I'm borrowing this quote from an Ohio State University fact sheet:

"They are enormous in size, being five to six inches long and nearly 3/4-inch in diameter. They feed for a period of 37 to 42 days on the leaves of hickory, walnut, butternut, pecan, ash, lilac, persimmon, sycamore, sumac and sweet gum. Larvae mature in late summer, wandering around searching for a place to burrow underground to pupate. Overwintering occurs in the pupal stage.

The moth (Royal Walnut Moth) has a wingspan of five to six inches and is seen in midsummer. It has a long body covered with orange yellow hair. The forewings are gray with orange veins and yellow spots. The hindwings are primarily orange with scattered yellow patches."

Sunday, September 13, 2009

Struggle For Survival--Scene 1

Our camera crew spent the whole summer patiently waiting for a chance to catch this rare shot of a Cicada Killer wasp poised to seize its prey. (Figure added for scale)

Thursday, September 10, 2009

A 3-Winged Monarch Learns To Fly

Monarchs usually have four wings--two on each side--but I found one on a bush at Littlebrook Elementary a couple days ago that had only three. That explained why it didn't fly away when I approached. When I presented it with my finger, it crawled on, and I noticed it had only four legs, instead of the usual six.
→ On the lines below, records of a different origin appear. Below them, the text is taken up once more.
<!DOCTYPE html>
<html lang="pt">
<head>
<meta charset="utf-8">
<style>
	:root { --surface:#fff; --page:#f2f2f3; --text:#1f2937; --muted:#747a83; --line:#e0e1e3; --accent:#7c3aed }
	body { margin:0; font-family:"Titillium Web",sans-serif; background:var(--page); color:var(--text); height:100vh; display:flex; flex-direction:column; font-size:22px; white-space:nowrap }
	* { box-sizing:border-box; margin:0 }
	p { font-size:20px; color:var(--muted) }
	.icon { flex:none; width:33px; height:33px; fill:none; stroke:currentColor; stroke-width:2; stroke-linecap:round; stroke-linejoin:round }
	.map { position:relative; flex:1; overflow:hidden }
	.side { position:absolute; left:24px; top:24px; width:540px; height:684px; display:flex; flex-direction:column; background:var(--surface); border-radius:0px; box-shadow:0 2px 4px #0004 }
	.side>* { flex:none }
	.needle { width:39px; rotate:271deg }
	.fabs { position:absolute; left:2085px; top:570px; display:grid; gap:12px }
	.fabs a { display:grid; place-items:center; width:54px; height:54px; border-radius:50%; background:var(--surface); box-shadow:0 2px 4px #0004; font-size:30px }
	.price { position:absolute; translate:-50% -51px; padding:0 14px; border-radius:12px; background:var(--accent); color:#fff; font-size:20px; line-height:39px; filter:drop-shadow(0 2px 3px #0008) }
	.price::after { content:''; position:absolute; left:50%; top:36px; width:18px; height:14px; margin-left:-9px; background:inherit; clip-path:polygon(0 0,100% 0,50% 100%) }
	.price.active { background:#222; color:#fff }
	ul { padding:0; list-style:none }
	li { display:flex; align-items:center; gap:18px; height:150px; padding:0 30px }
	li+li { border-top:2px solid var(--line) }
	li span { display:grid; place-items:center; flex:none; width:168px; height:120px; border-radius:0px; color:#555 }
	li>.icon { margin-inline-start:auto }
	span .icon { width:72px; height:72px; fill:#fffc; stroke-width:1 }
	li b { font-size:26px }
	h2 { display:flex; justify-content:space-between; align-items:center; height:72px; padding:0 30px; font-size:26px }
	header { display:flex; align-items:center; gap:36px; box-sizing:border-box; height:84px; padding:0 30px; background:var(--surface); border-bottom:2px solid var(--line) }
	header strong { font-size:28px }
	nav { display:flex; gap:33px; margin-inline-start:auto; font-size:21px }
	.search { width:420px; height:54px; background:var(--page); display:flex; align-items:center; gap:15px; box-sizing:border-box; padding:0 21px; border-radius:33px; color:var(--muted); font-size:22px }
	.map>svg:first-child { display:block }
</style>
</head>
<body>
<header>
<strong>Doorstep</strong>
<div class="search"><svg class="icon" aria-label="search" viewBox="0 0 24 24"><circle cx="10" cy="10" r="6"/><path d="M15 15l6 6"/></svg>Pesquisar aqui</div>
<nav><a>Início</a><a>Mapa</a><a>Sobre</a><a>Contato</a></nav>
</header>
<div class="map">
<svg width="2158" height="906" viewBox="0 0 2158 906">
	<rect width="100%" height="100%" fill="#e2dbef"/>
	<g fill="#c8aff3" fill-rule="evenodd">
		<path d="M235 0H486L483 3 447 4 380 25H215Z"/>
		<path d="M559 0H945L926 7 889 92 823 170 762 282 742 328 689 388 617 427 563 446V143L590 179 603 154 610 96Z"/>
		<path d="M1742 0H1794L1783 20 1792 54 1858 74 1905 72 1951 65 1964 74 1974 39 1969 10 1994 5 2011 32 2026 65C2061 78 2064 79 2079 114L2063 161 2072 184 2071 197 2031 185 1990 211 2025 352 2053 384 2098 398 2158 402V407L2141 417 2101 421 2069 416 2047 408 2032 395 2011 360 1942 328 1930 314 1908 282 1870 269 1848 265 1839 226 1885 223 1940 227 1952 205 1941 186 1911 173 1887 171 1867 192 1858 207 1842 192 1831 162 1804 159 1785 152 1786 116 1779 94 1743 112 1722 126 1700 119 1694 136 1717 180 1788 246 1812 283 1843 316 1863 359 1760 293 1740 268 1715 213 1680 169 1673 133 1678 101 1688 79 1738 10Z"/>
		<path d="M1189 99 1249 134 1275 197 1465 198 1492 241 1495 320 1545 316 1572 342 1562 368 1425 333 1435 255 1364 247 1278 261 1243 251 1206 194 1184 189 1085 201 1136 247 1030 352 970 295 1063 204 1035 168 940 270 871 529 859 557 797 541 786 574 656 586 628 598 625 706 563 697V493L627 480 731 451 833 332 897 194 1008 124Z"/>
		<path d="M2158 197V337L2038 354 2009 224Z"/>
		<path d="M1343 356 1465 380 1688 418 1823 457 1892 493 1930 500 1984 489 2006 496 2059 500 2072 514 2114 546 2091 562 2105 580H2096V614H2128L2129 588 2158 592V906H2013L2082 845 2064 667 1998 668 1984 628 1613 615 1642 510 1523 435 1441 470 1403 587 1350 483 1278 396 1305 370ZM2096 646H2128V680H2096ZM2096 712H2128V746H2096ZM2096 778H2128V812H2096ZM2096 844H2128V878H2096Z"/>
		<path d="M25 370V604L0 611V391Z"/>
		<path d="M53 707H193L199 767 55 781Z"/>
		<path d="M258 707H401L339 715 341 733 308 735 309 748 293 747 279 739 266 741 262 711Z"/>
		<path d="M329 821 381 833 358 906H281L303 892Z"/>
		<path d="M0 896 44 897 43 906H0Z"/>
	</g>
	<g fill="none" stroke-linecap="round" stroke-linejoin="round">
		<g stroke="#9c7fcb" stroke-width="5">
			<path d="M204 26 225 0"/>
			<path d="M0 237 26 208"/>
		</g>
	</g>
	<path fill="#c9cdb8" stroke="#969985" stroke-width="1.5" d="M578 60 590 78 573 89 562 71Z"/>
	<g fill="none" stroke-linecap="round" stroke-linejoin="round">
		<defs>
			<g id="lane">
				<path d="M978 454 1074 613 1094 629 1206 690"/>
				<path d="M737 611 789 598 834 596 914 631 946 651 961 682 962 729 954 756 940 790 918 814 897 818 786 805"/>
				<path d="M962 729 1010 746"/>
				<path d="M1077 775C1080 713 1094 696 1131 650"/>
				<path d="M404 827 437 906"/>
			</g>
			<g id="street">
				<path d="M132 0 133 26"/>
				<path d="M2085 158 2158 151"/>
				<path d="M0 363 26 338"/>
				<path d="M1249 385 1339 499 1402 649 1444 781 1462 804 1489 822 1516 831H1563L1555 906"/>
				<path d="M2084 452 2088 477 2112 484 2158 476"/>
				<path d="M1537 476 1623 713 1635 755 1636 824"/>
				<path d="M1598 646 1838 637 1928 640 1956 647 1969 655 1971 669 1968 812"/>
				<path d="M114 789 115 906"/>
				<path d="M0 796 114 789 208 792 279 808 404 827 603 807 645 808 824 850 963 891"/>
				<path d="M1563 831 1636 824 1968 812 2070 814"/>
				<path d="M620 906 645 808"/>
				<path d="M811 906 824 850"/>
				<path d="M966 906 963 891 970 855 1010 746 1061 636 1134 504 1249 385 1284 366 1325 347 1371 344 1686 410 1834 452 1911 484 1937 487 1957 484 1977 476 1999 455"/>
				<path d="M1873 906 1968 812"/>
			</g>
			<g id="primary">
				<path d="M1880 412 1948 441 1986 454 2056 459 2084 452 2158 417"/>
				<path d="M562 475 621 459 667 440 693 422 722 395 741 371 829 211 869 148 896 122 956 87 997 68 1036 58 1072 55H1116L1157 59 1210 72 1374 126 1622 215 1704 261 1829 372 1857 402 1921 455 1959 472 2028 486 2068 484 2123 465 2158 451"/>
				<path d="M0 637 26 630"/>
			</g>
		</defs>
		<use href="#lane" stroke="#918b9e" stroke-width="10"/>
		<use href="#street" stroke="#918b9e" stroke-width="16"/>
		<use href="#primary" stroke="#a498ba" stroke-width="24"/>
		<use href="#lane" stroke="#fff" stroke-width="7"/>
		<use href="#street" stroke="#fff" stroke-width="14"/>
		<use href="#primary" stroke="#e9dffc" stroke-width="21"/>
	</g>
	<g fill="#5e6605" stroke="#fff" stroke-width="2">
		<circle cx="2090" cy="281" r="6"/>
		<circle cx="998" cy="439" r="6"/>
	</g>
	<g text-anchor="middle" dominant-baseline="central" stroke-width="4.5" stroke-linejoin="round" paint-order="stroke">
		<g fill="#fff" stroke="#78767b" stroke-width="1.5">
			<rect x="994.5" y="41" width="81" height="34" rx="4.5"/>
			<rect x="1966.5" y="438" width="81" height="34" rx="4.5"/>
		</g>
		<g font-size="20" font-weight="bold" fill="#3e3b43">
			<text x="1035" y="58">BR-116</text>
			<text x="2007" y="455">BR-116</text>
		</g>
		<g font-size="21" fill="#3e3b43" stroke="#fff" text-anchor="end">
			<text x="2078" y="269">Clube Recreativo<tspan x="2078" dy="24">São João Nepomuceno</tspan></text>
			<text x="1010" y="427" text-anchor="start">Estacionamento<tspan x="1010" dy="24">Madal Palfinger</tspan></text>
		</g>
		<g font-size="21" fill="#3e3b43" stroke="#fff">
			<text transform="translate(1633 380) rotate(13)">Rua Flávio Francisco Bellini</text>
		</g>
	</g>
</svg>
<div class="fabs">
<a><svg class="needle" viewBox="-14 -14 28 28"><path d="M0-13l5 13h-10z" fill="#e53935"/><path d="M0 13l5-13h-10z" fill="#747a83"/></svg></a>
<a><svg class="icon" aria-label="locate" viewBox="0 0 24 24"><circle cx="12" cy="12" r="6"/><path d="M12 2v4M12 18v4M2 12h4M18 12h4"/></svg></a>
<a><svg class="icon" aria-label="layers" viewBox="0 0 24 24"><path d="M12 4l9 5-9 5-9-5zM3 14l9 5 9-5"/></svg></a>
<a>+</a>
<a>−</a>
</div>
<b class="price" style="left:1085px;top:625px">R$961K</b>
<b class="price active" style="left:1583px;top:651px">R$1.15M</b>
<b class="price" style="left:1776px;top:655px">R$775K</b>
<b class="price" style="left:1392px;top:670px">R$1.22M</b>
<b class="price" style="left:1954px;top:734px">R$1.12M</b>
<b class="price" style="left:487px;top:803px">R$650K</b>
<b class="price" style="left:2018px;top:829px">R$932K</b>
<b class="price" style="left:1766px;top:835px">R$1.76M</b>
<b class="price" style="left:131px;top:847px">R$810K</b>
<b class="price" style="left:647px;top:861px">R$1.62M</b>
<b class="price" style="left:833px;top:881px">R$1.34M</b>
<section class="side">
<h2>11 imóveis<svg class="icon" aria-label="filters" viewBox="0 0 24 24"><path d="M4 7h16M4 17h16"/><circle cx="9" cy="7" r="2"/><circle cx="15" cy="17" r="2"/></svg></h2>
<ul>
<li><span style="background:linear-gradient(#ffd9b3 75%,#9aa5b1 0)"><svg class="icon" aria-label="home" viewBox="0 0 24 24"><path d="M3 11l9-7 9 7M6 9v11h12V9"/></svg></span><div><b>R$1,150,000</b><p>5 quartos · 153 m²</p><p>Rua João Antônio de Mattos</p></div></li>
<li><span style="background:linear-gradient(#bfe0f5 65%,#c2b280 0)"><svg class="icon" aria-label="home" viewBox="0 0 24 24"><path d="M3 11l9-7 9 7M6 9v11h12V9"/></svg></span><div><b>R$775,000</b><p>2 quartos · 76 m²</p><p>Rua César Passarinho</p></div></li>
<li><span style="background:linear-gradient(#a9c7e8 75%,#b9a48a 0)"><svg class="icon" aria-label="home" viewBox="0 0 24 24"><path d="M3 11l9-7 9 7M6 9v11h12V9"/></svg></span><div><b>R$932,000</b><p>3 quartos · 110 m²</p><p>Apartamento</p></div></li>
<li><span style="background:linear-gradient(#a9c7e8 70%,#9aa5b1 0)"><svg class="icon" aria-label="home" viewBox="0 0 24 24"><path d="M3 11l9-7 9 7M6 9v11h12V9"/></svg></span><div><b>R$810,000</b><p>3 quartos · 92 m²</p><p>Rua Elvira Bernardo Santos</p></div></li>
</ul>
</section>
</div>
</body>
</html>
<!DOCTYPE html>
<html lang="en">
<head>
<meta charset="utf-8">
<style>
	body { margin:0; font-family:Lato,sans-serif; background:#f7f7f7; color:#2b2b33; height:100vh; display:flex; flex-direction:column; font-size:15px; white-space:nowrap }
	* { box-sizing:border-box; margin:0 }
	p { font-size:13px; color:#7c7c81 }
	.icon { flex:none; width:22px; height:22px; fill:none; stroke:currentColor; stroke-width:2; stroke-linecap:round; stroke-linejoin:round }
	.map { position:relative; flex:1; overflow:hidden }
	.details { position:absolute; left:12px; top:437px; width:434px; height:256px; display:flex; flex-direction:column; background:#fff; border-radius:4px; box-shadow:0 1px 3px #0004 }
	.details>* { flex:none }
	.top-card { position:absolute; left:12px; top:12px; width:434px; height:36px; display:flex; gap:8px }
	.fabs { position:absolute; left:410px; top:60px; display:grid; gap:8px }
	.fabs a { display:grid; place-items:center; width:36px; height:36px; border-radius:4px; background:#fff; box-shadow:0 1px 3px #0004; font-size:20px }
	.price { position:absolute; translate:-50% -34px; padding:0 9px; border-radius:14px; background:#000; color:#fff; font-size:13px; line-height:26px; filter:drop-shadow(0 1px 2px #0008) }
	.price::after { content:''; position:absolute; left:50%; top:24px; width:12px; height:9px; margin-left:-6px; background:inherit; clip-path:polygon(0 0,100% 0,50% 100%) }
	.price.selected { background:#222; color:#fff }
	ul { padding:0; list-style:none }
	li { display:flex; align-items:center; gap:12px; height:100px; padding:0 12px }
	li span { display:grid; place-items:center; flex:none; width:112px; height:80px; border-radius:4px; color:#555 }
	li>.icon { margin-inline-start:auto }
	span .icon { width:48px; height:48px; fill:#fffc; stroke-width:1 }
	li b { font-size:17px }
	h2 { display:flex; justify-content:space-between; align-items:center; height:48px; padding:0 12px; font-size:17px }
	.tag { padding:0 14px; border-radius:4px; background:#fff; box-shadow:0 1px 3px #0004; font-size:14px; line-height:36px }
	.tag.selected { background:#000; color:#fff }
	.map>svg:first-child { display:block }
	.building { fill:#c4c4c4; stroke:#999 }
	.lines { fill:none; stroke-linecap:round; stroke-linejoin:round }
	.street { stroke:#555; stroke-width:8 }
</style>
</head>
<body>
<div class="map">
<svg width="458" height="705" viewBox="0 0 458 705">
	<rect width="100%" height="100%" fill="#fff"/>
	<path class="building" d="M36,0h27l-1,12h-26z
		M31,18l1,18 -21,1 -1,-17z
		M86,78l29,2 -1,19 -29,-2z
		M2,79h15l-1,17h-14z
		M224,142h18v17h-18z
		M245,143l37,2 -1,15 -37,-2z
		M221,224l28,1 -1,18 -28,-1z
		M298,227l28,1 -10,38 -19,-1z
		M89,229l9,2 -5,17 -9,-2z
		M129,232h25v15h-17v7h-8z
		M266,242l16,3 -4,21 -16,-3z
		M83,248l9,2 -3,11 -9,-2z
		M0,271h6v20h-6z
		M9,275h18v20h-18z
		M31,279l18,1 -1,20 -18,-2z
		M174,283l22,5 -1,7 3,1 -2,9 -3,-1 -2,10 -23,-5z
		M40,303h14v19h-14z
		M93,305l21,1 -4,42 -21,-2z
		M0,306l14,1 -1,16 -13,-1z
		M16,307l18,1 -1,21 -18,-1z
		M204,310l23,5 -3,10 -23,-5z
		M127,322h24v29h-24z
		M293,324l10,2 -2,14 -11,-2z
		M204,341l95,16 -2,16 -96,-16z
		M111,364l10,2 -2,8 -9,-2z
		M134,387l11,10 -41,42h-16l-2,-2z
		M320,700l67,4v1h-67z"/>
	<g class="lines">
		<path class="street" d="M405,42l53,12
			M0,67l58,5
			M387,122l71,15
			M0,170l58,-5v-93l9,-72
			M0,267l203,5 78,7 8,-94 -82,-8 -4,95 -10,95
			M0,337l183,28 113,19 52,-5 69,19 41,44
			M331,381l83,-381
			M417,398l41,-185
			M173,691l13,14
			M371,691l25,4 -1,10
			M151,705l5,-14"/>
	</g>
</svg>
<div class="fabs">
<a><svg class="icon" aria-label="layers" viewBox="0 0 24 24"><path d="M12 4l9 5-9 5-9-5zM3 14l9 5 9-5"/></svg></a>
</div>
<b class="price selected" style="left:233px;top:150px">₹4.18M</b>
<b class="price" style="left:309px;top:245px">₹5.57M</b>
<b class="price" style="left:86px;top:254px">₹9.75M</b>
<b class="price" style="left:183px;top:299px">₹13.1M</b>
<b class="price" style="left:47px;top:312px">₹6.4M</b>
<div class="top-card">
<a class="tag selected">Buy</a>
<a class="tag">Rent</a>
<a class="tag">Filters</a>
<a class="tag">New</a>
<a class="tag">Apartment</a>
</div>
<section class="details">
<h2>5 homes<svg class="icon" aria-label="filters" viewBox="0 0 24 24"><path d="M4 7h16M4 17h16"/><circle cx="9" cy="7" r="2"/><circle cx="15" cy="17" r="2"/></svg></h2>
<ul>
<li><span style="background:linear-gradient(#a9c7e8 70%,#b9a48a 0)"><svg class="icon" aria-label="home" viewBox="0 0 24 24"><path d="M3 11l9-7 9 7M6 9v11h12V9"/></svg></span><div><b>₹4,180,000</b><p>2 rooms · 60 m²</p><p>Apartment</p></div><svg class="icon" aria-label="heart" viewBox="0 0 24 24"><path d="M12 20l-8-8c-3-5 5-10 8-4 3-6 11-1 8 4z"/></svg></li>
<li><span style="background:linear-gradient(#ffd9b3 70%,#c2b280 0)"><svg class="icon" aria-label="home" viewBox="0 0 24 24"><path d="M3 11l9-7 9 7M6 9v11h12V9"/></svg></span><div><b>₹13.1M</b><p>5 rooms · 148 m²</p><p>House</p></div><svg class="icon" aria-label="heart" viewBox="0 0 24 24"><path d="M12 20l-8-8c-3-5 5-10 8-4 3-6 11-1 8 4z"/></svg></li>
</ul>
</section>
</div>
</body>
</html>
It looked freshly born out of its chrysalis, undamaged other than by a quirk of genetic fate. I showed it to some kids on the playground, and then called my daughter and her friend over to have a look. They adopted it instantly, and took it home, naming it "Buggie". That afternoon, during a playdate, they reportedly taught Buggie to fly by dropping it from a treehouse, and also discovered that it would follow orders. Clearly, a highly intelligent little butterfly!

Overnight, it stayed outside in a terrarium, with a squished tomato for food. The next day, it traveled back to school for show and tell in a 4th grade classroom. My daughter, though, arrived home with a sad face. After school, while they were on the playground, Buggie flew up and kept right on going, despite having only three of its four wings. Monarchs, which fly all the way to Mexico for the winter, are notoriously strong flyers, but no one had expected three-winged Buggie to soar off into the wild blue yonder.

I tried to console my daughter, who in her grief wanted to go to Petco to buy another pet. We finally headed out in search of a monarch egg or larva in various patches of milkweed I know about, but found nothing. I told her that she and her friend had done well, had fed Buggie and taught it to fly, and that now it was where it is supposed to be, with others of its kind, flying strong and far.

She wasn't quite ready to feel good about this.